LONDON: Despite the dreadfully derivative title of “A Family Affair,” this new Netflix movie does appear to have some pretty serious heft. It’s directed by Richard LaGravenese (writer of “The Fisher King” and “The Horse Whisperer” and director of “Beautiful Creatures” and “P.S. I Love You”), and stars Nicole Kidman, Zac Efron, Joey King and Kathy Bates. Zara (King) quits her job as personal assistant to movie star Chris Cole (Efron), but when he comes to her house to beg her to come back, an unlikely romance blossoms between Chris and Zara’s mother, Brooke (Kidman). Despite Zara’s protestations, the two carry on their relationship — cue a series of sort-of romantic, sort-of comedic set pieces and some awkward exchanges between Zara (keen to forge a career in the movie business) and her mother. Where this formula breaks down is that “A Family Affair” isn’t particularly romantic, or even particularly funny.

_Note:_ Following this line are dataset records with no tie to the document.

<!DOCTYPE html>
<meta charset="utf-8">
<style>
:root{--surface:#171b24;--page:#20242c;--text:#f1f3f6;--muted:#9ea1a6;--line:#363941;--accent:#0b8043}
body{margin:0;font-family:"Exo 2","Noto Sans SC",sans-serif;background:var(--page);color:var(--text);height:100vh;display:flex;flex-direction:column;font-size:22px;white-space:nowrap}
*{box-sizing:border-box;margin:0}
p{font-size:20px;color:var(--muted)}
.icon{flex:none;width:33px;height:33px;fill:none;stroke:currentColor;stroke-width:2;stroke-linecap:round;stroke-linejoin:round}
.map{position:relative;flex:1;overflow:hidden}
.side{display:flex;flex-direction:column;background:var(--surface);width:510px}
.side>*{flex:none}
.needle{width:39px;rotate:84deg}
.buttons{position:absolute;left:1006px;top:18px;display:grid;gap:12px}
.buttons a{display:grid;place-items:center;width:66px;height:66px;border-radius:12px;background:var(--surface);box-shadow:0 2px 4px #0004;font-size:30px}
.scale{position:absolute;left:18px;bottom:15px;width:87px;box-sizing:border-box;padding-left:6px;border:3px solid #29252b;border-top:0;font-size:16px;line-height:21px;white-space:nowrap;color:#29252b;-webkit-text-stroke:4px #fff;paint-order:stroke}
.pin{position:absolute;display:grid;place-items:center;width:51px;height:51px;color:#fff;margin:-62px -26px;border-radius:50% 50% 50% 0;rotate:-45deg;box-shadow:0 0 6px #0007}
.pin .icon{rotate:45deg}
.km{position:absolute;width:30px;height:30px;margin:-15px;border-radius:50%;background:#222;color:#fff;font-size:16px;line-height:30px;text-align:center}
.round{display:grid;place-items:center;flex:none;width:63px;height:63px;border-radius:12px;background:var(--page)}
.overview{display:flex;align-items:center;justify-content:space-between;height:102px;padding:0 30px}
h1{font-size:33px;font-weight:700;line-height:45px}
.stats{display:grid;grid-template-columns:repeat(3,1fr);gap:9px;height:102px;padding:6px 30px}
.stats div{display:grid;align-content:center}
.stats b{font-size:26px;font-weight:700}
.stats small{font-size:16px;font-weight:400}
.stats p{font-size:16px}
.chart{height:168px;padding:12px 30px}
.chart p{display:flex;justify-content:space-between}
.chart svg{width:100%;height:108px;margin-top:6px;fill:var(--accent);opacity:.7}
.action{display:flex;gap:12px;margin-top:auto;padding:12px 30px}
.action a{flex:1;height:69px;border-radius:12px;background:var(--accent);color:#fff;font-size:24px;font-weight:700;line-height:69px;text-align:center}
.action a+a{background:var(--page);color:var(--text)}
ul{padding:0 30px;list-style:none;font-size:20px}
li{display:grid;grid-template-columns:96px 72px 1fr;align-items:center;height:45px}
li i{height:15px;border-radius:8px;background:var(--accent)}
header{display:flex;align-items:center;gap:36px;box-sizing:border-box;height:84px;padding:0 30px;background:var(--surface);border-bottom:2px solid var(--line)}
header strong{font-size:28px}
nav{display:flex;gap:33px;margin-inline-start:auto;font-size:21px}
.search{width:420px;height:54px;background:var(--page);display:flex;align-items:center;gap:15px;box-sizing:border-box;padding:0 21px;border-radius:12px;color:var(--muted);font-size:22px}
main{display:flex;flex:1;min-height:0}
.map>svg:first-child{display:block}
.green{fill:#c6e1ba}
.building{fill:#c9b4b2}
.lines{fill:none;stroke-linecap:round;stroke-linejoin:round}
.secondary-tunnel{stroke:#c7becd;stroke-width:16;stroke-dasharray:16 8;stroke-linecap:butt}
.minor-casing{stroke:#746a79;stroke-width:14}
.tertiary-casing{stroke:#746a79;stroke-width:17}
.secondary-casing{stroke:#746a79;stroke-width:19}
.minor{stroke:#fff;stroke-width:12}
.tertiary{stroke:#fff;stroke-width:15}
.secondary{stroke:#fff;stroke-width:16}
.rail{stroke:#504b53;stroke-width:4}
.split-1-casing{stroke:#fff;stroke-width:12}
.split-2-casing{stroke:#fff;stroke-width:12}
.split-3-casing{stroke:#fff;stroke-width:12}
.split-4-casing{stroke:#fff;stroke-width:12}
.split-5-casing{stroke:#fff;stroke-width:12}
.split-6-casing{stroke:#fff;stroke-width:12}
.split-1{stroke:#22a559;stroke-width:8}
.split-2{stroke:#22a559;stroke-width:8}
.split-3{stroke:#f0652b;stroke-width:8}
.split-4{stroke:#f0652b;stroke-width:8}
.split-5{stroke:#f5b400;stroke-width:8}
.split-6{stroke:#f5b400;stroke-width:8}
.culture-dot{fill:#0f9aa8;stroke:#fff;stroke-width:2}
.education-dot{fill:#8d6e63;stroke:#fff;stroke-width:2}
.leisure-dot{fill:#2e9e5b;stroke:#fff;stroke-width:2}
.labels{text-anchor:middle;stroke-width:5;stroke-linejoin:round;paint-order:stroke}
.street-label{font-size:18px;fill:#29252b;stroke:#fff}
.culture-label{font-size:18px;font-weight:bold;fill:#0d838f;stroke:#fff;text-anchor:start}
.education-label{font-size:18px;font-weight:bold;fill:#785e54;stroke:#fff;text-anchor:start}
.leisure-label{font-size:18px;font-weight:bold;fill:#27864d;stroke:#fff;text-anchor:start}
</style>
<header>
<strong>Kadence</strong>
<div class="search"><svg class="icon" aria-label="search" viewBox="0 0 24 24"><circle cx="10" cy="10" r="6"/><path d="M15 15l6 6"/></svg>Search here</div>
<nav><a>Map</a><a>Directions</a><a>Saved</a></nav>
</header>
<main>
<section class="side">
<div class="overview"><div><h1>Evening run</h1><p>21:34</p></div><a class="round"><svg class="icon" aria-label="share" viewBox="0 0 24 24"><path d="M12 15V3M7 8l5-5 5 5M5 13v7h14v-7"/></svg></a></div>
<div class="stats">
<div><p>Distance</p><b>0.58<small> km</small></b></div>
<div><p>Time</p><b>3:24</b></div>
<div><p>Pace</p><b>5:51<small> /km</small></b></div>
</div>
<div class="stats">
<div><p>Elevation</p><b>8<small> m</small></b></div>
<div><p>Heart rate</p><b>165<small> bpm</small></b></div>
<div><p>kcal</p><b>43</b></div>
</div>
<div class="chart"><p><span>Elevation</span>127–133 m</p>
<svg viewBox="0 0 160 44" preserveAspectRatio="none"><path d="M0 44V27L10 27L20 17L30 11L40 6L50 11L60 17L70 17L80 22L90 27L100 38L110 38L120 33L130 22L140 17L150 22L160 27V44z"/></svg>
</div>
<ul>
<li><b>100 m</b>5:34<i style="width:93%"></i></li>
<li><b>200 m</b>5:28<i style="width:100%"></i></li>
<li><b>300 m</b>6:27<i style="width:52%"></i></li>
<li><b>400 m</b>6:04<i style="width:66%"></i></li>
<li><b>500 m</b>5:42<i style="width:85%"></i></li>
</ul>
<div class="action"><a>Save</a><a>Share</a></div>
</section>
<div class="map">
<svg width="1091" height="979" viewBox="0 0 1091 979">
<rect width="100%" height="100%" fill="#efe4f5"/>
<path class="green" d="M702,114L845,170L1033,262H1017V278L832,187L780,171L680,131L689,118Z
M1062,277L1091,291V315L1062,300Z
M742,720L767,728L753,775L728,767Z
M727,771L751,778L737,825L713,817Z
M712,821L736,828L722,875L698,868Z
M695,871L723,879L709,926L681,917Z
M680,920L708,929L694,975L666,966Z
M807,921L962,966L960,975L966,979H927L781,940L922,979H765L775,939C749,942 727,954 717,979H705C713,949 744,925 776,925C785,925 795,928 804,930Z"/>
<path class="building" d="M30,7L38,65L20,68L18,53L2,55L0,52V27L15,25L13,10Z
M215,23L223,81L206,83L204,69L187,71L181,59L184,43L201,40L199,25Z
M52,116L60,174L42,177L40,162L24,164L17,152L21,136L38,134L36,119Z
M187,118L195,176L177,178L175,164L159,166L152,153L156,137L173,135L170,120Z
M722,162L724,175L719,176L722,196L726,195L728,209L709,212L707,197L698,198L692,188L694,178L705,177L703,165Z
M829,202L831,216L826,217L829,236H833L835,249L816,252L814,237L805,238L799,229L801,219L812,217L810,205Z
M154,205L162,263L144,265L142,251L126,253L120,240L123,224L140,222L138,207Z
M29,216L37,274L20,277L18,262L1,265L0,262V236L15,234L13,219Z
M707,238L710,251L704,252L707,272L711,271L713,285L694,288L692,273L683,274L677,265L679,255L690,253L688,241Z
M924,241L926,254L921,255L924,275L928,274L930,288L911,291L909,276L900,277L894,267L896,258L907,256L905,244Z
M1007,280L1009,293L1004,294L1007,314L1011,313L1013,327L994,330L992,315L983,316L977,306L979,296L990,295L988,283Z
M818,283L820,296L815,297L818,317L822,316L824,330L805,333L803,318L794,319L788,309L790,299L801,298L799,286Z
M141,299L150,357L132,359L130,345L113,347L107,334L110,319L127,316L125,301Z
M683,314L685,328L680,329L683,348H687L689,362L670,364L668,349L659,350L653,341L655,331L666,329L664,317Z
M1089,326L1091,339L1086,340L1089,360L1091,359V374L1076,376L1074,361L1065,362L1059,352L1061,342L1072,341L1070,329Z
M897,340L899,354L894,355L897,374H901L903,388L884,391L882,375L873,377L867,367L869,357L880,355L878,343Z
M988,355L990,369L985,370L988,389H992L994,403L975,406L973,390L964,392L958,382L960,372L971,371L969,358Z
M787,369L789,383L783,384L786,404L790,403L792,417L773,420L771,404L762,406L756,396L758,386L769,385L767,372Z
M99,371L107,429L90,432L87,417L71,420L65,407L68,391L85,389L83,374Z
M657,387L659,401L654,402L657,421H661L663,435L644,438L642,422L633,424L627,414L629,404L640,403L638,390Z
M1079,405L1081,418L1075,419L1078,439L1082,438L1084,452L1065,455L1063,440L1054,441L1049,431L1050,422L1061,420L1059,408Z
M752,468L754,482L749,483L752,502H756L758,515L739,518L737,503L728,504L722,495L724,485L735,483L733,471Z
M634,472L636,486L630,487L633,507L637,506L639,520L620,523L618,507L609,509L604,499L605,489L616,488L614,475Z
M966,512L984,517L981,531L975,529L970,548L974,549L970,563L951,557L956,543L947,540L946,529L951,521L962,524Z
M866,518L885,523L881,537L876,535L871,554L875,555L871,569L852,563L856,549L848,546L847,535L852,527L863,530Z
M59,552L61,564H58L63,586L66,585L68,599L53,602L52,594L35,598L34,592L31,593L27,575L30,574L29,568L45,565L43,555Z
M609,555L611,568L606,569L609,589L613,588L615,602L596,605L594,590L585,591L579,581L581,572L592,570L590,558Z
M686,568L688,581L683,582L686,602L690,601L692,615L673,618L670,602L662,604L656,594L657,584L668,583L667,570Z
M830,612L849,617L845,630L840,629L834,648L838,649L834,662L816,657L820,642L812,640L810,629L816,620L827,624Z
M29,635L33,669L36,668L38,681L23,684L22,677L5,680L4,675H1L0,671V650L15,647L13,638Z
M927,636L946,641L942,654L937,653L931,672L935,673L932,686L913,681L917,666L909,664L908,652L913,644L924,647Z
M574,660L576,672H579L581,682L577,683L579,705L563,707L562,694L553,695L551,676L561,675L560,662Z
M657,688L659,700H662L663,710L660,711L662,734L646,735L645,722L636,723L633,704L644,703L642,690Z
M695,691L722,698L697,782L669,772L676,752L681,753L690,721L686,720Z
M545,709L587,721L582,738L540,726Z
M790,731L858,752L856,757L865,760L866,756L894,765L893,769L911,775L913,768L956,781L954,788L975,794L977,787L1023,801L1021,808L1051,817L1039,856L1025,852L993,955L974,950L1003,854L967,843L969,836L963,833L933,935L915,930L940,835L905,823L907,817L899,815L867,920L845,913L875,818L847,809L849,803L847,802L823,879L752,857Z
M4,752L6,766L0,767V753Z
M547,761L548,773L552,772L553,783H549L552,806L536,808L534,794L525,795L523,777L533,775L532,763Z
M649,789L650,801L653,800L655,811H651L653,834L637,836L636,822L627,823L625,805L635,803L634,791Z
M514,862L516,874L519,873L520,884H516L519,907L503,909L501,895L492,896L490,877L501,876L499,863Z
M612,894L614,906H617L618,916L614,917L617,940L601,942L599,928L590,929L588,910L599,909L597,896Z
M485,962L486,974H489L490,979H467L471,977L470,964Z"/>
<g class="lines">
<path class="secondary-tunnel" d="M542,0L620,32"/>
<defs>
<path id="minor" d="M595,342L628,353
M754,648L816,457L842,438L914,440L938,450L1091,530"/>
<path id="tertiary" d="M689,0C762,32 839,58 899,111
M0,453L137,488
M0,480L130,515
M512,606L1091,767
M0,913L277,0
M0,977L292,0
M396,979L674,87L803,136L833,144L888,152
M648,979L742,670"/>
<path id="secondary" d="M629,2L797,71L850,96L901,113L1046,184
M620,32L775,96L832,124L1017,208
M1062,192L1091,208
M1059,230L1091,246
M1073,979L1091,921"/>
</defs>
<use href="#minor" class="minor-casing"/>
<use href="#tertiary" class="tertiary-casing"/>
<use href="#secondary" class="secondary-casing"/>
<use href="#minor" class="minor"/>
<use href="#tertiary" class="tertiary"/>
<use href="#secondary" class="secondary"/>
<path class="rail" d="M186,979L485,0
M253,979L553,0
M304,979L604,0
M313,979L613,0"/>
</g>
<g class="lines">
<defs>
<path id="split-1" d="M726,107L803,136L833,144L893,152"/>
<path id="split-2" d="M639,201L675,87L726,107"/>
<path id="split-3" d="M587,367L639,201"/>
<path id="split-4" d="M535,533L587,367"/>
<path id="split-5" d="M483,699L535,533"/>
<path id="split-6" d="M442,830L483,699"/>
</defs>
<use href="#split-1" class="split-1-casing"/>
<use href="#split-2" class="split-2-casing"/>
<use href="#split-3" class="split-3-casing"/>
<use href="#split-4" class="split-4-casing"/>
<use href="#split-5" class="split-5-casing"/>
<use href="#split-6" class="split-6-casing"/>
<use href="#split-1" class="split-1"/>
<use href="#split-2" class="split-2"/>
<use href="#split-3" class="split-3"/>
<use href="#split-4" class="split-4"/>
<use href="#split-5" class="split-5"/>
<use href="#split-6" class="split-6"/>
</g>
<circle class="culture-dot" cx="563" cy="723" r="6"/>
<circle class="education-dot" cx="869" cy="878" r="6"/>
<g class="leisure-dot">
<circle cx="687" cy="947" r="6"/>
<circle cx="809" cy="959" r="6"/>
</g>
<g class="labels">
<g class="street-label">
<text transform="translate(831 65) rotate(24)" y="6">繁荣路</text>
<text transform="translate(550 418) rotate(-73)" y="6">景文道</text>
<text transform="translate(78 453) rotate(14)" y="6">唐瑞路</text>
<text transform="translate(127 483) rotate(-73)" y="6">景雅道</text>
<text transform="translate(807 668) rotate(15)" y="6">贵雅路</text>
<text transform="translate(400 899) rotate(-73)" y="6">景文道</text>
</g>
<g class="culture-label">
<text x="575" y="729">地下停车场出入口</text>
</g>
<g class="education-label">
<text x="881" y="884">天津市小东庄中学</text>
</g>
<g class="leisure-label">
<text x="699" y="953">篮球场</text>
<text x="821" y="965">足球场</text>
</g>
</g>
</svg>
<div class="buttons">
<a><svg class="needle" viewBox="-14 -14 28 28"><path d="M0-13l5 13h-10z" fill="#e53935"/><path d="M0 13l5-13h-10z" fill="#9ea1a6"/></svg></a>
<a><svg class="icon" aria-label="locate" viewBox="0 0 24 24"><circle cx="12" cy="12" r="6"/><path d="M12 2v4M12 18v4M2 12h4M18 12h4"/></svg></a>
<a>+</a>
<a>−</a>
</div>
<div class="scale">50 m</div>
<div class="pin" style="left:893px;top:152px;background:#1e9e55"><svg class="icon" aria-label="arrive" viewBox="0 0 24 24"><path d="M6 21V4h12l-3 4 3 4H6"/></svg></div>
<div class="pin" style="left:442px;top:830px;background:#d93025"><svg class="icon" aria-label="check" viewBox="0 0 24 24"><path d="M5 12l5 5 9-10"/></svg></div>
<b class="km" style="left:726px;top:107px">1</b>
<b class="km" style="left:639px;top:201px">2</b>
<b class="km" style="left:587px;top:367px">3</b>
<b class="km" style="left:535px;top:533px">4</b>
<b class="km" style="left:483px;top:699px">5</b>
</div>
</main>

'A Family Affair' is now streaming on Netflix. (Supplied) 

Efron is far more entertaining as the empty-headed Hollywood douchebag at the movie’s outset and Chris’s transition to heartfelt nice guy simply doesn’t land – it’s hard to see what Brooke (supposedly an extremely talented and intelligent woman) would even see in the obnoxious idiot who caused her daughter to quit. King makes for an enigmatically clumsy lead and is by far and away the best thing about the movie — largely because most of her scenes aren’t transfixed by the awkward romance between Brooke and Chris. Kidman, on the other hand, is really slumming it here, saddled with material that is a waste of her considerable talents. Writer Carrie Solomon’s dialog, at times, is simply two people repeating lines back at one another — it wasn’t cute during the heyday of the rom-com and it’s not cute now.

For all the movie’s potential, “A Family Affair” just winds up feeling empty. An exploration of the power dynamic between an older woman and a younger, famous man — and the impact it can have on families on both sides — could have been fascinating. Sadly for this movie, it’s a subject explored in far more interesting way in “The Idea of You,” which starred Anne Hathaway and Nicholas Galitzine and came out several months ago.